== RECORDS FOR THE EXERCISE ==

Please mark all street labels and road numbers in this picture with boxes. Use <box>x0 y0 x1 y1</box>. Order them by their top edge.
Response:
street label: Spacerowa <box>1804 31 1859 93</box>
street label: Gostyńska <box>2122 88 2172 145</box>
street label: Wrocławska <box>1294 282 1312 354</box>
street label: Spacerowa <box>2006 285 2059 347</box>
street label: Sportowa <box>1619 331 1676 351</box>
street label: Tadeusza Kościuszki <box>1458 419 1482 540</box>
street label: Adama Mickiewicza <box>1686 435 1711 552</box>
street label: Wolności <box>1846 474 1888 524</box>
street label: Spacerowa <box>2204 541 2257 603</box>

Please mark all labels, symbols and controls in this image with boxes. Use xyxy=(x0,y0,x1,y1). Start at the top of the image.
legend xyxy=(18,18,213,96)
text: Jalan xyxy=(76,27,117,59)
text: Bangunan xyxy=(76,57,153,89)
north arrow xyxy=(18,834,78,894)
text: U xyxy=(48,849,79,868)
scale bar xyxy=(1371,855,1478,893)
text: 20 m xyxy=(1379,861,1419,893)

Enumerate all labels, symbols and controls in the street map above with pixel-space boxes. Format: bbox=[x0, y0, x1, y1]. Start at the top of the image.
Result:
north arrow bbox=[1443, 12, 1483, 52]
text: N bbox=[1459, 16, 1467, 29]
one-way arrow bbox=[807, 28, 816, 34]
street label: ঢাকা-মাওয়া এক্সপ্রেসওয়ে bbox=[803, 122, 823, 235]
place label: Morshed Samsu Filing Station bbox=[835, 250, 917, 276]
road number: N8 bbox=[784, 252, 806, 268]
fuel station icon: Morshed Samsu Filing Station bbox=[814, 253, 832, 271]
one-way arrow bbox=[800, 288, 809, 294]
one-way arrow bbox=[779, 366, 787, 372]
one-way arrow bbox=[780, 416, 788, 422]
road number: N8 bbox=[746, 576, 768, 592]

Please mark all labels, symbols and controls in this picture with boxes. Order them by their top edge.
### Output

===

AIM OF THE EXERCISE: Filter the entries above down to the lines that hold the word "them", and copy those lines.

RESULT OF THE TASK:
Please mark all street labels and road numbers in this picture with boxes. Use <box>x0 y0 x1 y1</box>. Order them by their top edge.
Please mark all labels, symbols and controls in this picture with boxes. Order them by their top edge.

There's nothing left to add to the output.